In the early part of the decade, the TotalView source code debugger started out in government labs and supercomputer centers, where most of the HPC action was. But starting in 2001, Etnus began to tap into the growing number of commercial customers as they adopted parallel programming technologies.
“Today TotalView is used not just for high-end applications, but also for distributed, cluster, or any heavily multi-threaded codes,” says Collier.
It's being used to debug everything from nuclear weapons simulation programs to financial analysis codes to animation rendering workloads. With regards to animation, Collier says that their technology has become the de facto standard for all animation and digital content studios. Recently, Blue Sky Studios used TotalView during the production of the animated film “Ice Age.” Disney and Pixar are also using the debugger for their computer-generated animation projects.

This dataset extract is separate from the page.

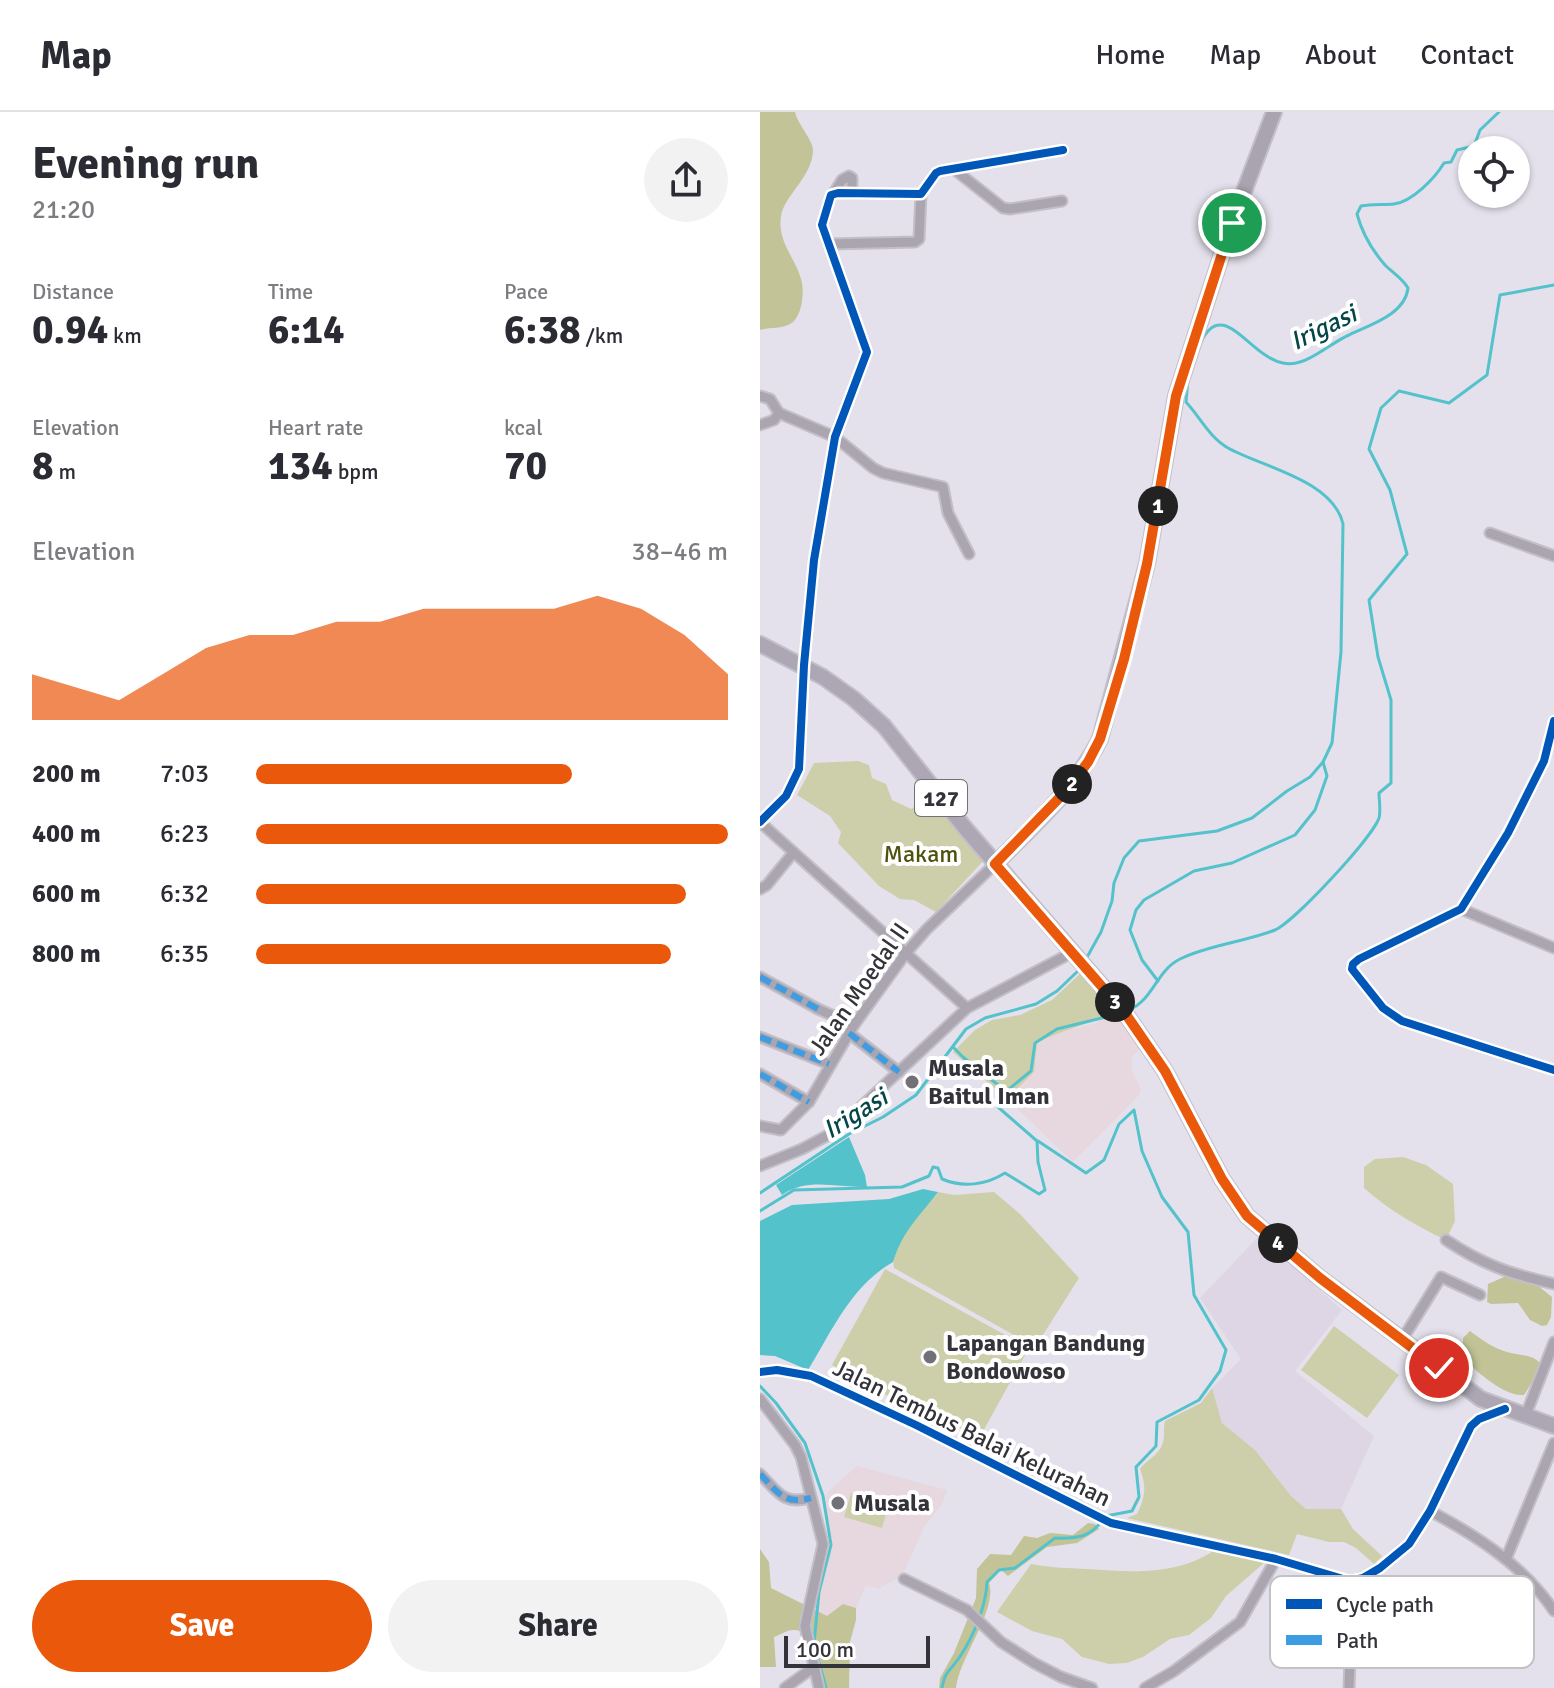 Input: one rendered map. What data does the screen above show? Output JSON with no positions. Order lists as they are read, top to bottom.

TotalView is well-known for supporting a wide variety of hardware and operating systems found on HPC platforms. The breadth of coverage includes Blue Gene/L (PowerPC) on SuSE Linux, Itanium 2 on HP-UX, SPARC on Solaris, Intel x86 on Mac OS X, to name a few. Collier says they're also considering support for Microsoft's Windows Compute Cluster Server (CCS) platform. According to him, they've received a few requests from some existing customers and have also talked to partners about it, but haven't made a commitment yet. No doubt they'll hop on board if and when CCS gains enough traction in the HPC market to make it worthwhile.
The new framework announced last week encompasses a set of five debugging and analysis components that can be incorporated into a workbench structure. The components include:
- TotalView Source Debugger — the core technology for source code debugging (just updated)
- MemoryScape Memory Debugger — for finding memory leaks or data corruption in dynamic (heap) memory
- Performance Analysis Tool Suite — for performance tuning
- Data-Centric Debugging Tool Suite — for detecting data errors in a multi-threaded environment
- Active Web Tool Debugging Suite — allows developers to debug in distributed Java and AJAX environments
The three tool suites won't be available until the second half of 2007. The other two components are available now and amount to a repackaging of existing offerings. Up until now, TotalView included source code and memory debugging together. With the memory debugging broken out in the MemoryScape product, this can be purchased and licensed separately.
Although TotalView has few parallel debugger competitors (Allinea's Distributed Debugging Tool being one), a lot of users are still using GDB, or variations of it, to debug their HPC applications. In general, GDB does only serial debugging, so does not offer the sophistication of an MPI- or OpenMP-aware parallel debugger. Some users prefer to go without debuggers altogether, inserting low-level printf calls into their code to output data or other application status information during test runs. Less sophisticated methods like printf can work for smaller codes, but once the application scales up to hundreds or thousands of processors, a more high level view of the software is usually required.
“What we're doing with this framework is offering a comprehensive, integrated set of software development tools that are designed to work together to provide multi-core debugging. Ultimately this will improve the programmer's productivity and keep the programmer sane.”
Selling productivity and sanity is a good strategy when you're talking about parallel debugging. Memory leaks, data corruption and logic errors all become much harder to find and fix when you start using hundreds or thousands of threads. TotalView Technologies' plans to follow parallel architectures into the marketplace and provide the debugging and analysis tools that are bound to be needed by a new generation of applications.